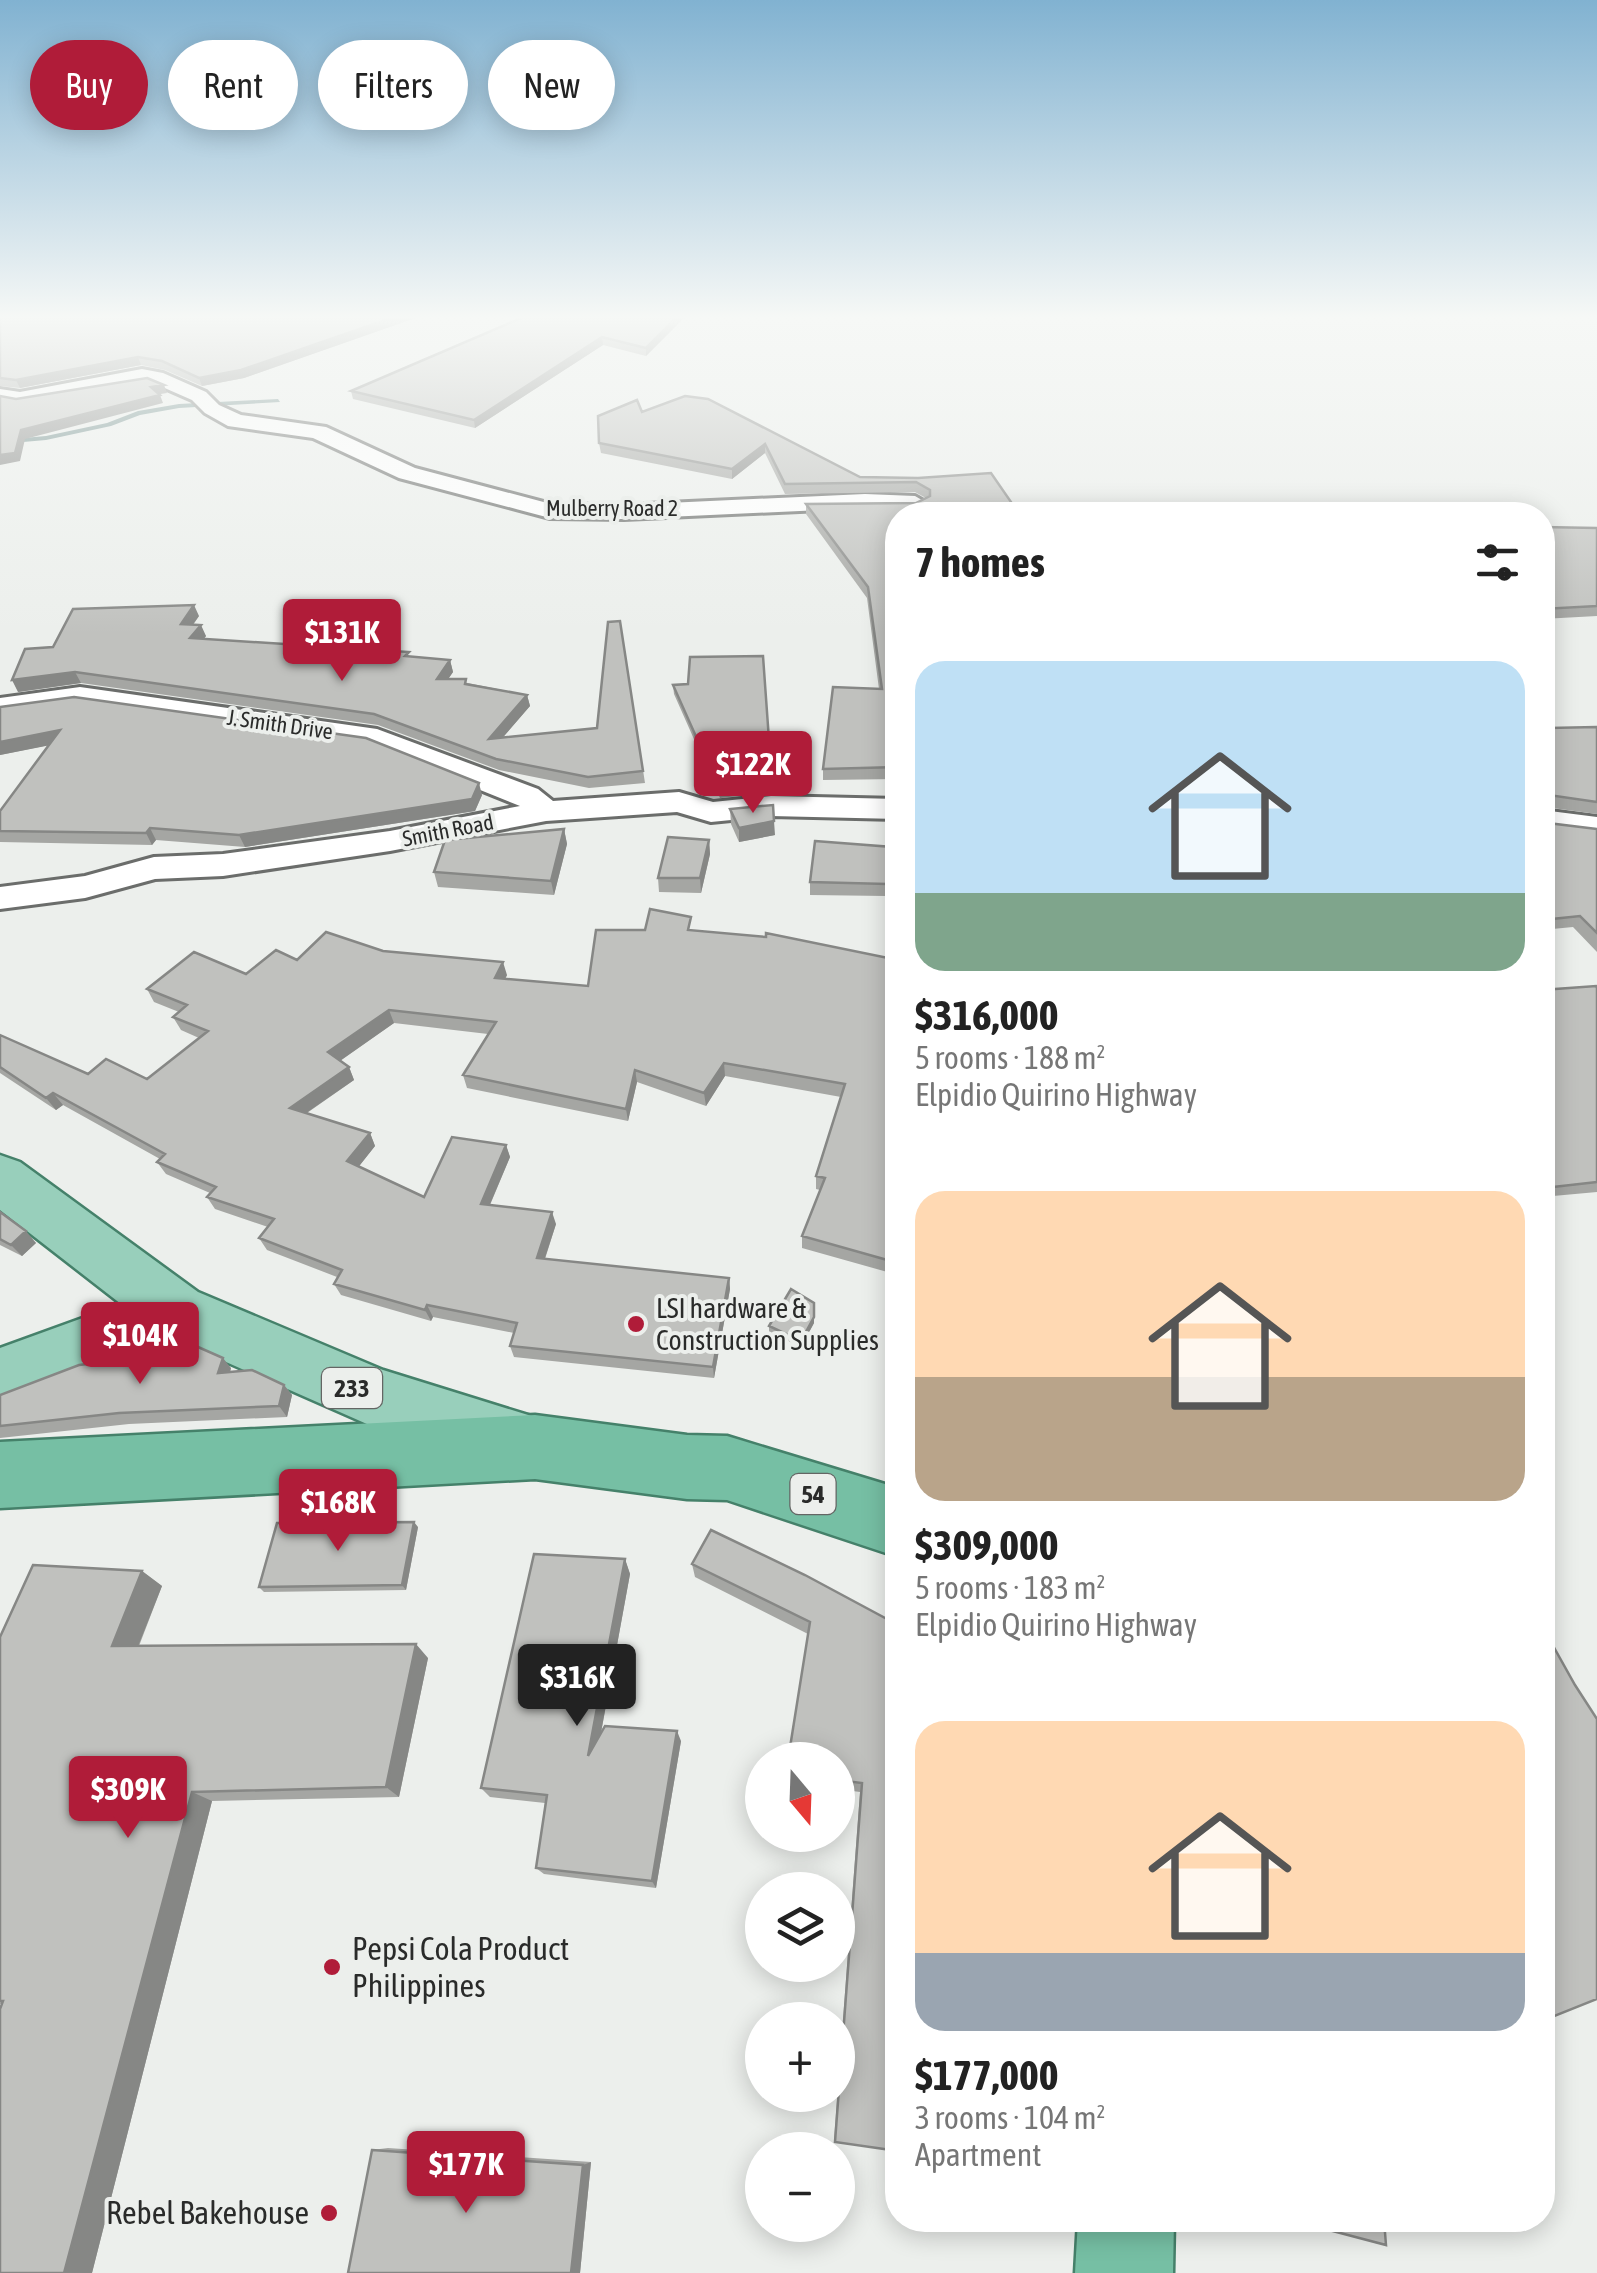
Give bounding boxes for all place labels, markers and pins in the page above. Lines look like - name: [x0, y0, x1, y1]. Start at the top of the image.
- pin: $131K: [272, 599, 412, 684]
- pin: $122K: [683, 731, 823, 816]
- place label: LSI hardware & Construction Supplies: [656, 1292, 879, 1356]
- pin: $104K: [70, 1302, 210, 1387]
- marker: LSI hardware & Construction Supplies: [625, 1313, 647, 1335]
- pin: $168K: [268, 1469, 408, 1554]
- pin: $316K: [507, 1644, 647, 1729]
- pin: $309K: [58, 1756, 198, 1841]
- place label: Pepsi Cola Product Philippines: [352, 1930, 569, 2004]
- marker: Pepsi Cola Product Philippines: [321, 1956, 343, 1978]
- pin: $177K: [396, 2131, 536, 2216]
- place label: Rebel Bakehouse: [106, 2194, 309, 2231]
- marker: Rebel Bakehouse: [318, 2202, 340, 2224]

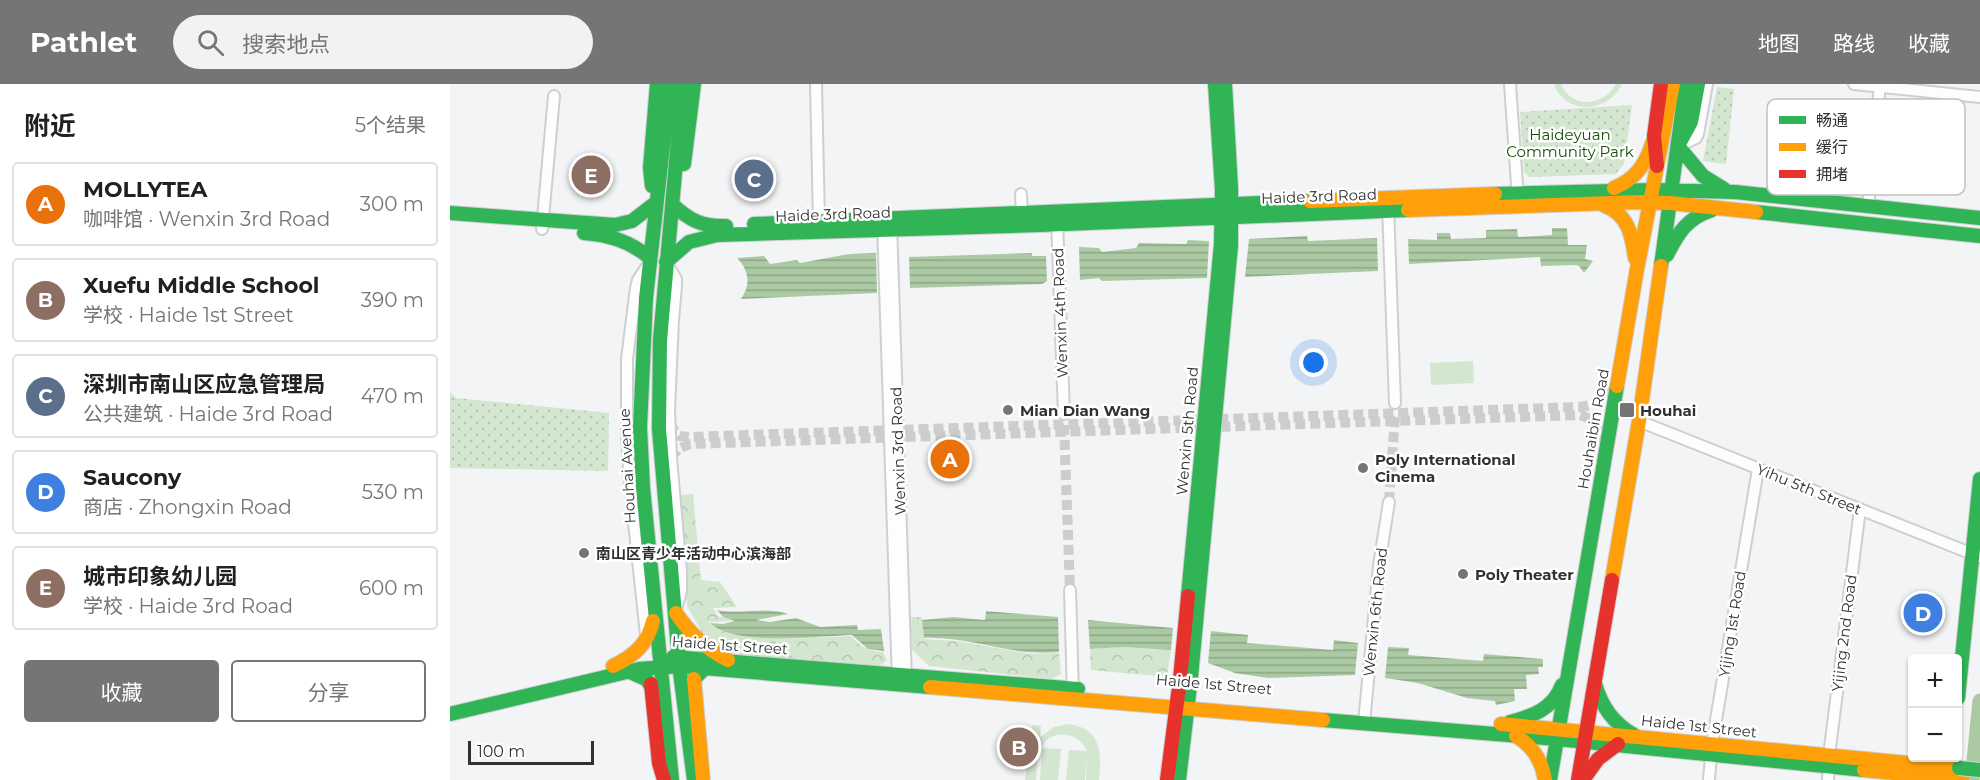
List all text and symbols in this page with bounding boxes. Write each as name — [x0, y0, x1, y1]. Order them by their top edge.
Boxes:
search box — [173, 15, 593, 69]
text: Pathlet — [30, 25, 137, 59]
icon: search — [194, 26, 227, 59]
text: 搜索地点 — [242, 31, 330, 58]
text: 地图 — [1758, 31, 1800, 56]
text: 路线 — [1833, 31, 1875, 56]
text: 收藏 — [1908, 31, 1950, 56]
legend — [1767, 99, 1965, 195]
text: 附近 — [24, 110, 76, 142]
text: 畅通 — [1816, 111, 1848, 130]
text: 5个结果 — [355, 113, 426, 137]
park label: Haideyuan Community Park — [1506, 125, 1634, 161]
text: 缓行 — [1816, 138, 1848, 157]
pin: E — [572, 152, 610, 197]
pin: C — [734, 156, 774, 202]
text: 拥堵 — [1816, 165, 1848, 184]
text: MOLLYTEA — [83, 176, 207, 203]
street label: Haide 3rd Road — [1261, 184, 1377, 208]
text: A — [38, 192, 53, 216]
text: 300 m — [360, 192, 424, 216]
street label: Haide 3rd Road — [775, 202, 891, 226]
text: 咖啡馆 · Wenxin 3rd Road — [83, 207, 330, 231]
street label: Wenxin 4th Road — [1048, 247, 1072, 379]
text: Xuefu Middle School — [83, 272, 319, 299]
text: B — [38, 288, 53, 312]
text: 390 m — [361, 288, 424, 312]
text: 学校 · Haide 1st Street — [83, 303, 294, 327]
your location — [1299, 348, 1328, 377]
street label: Wenxin 5th Road — [1172, 366, 1202, 496]
street label: Houhaibin Road — [1573, 367, 1613, 491]
text: 深圳市南山区应急管理局 — [83, 371, 325, 398]
text: C — [38, 384, 53, 408]
text: 470 m — [361, 384, 424, 408]
street label: Wenxin 3rd Road — [886, 386, 910, 516]
place label: Mian Dian Wang — [1020, 401, 1150, 420]
marker: Houhai — [1618, 401, 1636, 419]
place label: Houhai — [1640, 401, 1696, 420]
text: 公共建筑 · Haide 3rd Road — [83, 402, 333, 426]
marker: Mian Dian Wang — [1001, 403, 1015, 417]
street label: Houhai Avenue — [614, 408, 640, 524]
pin: A — [930, 436, 970, 482]
place label: Poly International Cinema — [1375, 450, 1515, 486]
street label: Yihu 5th Street — [1754, 459, 1864, 519]
marker: Poly International Cinema — [1356, 461, 1370, 475]
text: Saucony — [83, 464, 181, 491]
text: D — [37, 480, 54, 504]
text: 530 m — [362, 480, 424, 504]
text: 商店 · Zhongxin Road — [83, 495, 292, 519]
place label: 南山区青少年活动中心滨海部 — [596, 544, 791, 563]
marker: 南山区青少年活动中心滨海部 — [577, 546, 591, 560]
street label: Wenxin 6th Road — [1359, 547, 1391, 677]
text: 城市印象幼儿园 — [83, 563, 237, 590]
place label: Poly Theater — [1475, 565, 1574, 584]
marker: Poly Theater — [1456, 567, 1470, 581]
street label: Yijing 1st Road — [1714, 569, 1750, 679]
street label: Yijing 2nd Road — [1827, 573, 1861, 693]
text: E — [39, 576, 52, 600]
text: 600 m — [359, 576, 424, 600]
pin: D — [1904, 590, 1942, 636]
text: 学校 · Haide 3rd Road — [83, 594, 293, 618]
street label: Haide 1st Street — [671, 631, 789, 659]
map controls — [1908, 654, 1962, 762]
button: + — [1908, 654, 1962, 708]
button: 收藏 — [24, 660, 219, 722]
button: 分享 — [231, 660, 426, 722]
street label: Haide 1st Street — [1155, 669, 1273, 699]
button: − — [1908, 708, 1962, 762]
street label: Haide 1st Street — [1640, 710, 1758, 742]
pin: B — [1000, 724, 1038, 770]
scale bar — [468, 738, 594, 766]
text: 100 m — [477, 742, 525, 761]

──────

• **Directions**
Exclude images and repeat all entries exactly.

• **Task solution**
Give bounding boxes for all place labels, markers and pins in the page above. Lines look like - name: [x0, y0, x1, y1]. Start at the top of the image.
- pin: $131K: [272, 599, 412, 684]
- pin: $122K: [683, 731, 823, 816]
- place label: LSI hardware & Construction Supplies: [656, 1292, 879, 1356]
- pin: $104K: [70, 1302, 210, 1387]
- marker: LSI hardware & Construction Supplies: [625, 1313, 647, 1335]
- pin: $168K: [268, 1469, 408, 1554]
- pin: $316K: [507, 1644, 647, 1729]
- pin: $309K: [58, 1756, 198, 1841]
- place label: Pepsi Cola Product Philippines: [352, 1930, 569, 2004]
- marker: Pepsi Cola Product Philippines: [321, 1956, 343, 1978]
- pin: $177K: [396, 2131, 536, 2216]
- place label: Rebel Bakehouse: [106, 2194, 309, 2231]
- marker: Rebel Bakehouse: [318, 2202, 340, 2224]

List all text and symbols in this page with bounding boxes. Write each as name — [x0, y0, x1, y1]. Order them by their top edge.
Boxes:
search box — [173, 15, 593, 69]
text: Pathlet — [30, 25, 137, 59]
icon: search — [194, 26, 227, 59]
text: 搜索地点 — [242, 31, 330, 58]
text: 地图 — [1758, 31, 1800, 56]
text: 路线 — [1833, 31, 1875, 56]
text: 收藏 — [1908, 31, 1950, 56]
legend — [1767, 99, 1965, 195]
text: 附近 — [24, 110, 76, 142]
text: 畅通 — [1816, 111, 1848, 130]
text: 5个结果 — [355, 113, 426, 137]
park label: Haideyuan Community Park — [1506, 125, 1634, 161]
text: 缓行 — [1816, 138, 1848, 157]
pin: E — [572, 152, 610, 197]
pin: C — [734, 156, 774, 202]
text: 拥堵 — [1816, 165, 1848, 184]
text: MOLLYTEA — [83, 176, 207, 203]
street label: Haide 3rd Road — [1261, 184, 1377, 208]
text: A — [38, 192, 53, 216]
text: 300 m — [360, 192, 424, 216]
street label: Haide 3rd Road — [775, 202, 891, 226]
text: 咖啡馆 · Wenxin 3rd Road — [83, 207, 330, 231]
street label: Wenxin 4th Road — [1048, 247, 1072, 379]
text: Xuefu Middle School — [83, 272, 319, 299]
text: B — [38, 288, 53, 312]
text: 390 m — [361, 288, 424, 312]
text: 学校 · Haide 1st Street — [83, 303, 294, 327]
your location — [1299, 348, 1328, 377]
street label: Wenxin 5th Road — [1172, 366, 1202, 496]
street label: Houhaibin Road — [1573, 367, 1613, 491]
text: 深圳市南山区应急管理局 — [83, 371, 325, 398]
text: C — [38, 384, 53, 408]
text: 470 m — [361, 384, 424, 408]
street label: Wenxin 3rd Road — [886, 386, 910, 516]
place label: Mian Dian Wang — [1020, 401, 1150, 420]
marker: Houhai — [1618, 401, 1636, 419]
place label: Houhai — [1640, 401, 1696, 420]
text: 公共建筑 · Haide 3rd Road — [83, 402, 333, 426]
marker: Mian Dian Wang — [1001, 403, 1015, 417]
street label: Houhai Avenue — [614, 408, 640, 524]
pin: A — [930, 436, 970, 482]
place label: Poly International Cinema — [1375, 450, 1515, 486]
street label: Yihu 5th Street — [1754, 459, 1864, 519]
marker: Poly International Cinema — [1356, 461, 1370, 475]
text: Saucony — [83, 464, 181, 491]
text: D — [37, 480, 54, 504]
text: 530 m — [362, 480, 424, 504]
text: 商店 · Zhongxin Road — [83, 495, 292, 519]
place label: 南山区青少年活动中心滨海部 — [596, 544, 791, 563]
marker: 南山区青少年活动中心滨海部 — [577, 546, 591, 560]
street label: Wenxin 6th Road — [1359, 547, 1391, 677]
text: 城市印象幼儿园 — [83, 563, 237, 590]
place label: Poly Theater — [1475, 565, 1574, 584]
marker: Poly Theater — [1456, 567, 1470, 581]
street label: Yijing 1st Road — [1714, 569, 1750, 679]
street label: Yijing 2nd Road — [1827, 573, 1861, 693]
text: E — [39, 576, 52, 600]
text: 600 m — [359, 576, 424, 600]
pin: D — [1904, 590, 1942, 636]
text: 学校 · Haide 3rd Road — [83, 594, 293, 618]
street label: Haide 1st Street — [671, 631, 789, 659]
map controls — [1908, 654, 1962, 762]
button: + — [1908, 654, 1962, 708]
button: 收藏 — [24, 660, 219, 722]
button: 分享 — [231, 660, 426, 722]
street label: Haide 1st Street — [1155, 669, 1273, 699]
button: − — [1908, 708, 1962, 762]
street label: Haide 1st Street — [1640, 710, 1758, 742]
pin: B — [1000, 724, 1038, 770]
scale bar — [468, 738, 594, 766]
text: 100 m — [477, 742, 525, 761]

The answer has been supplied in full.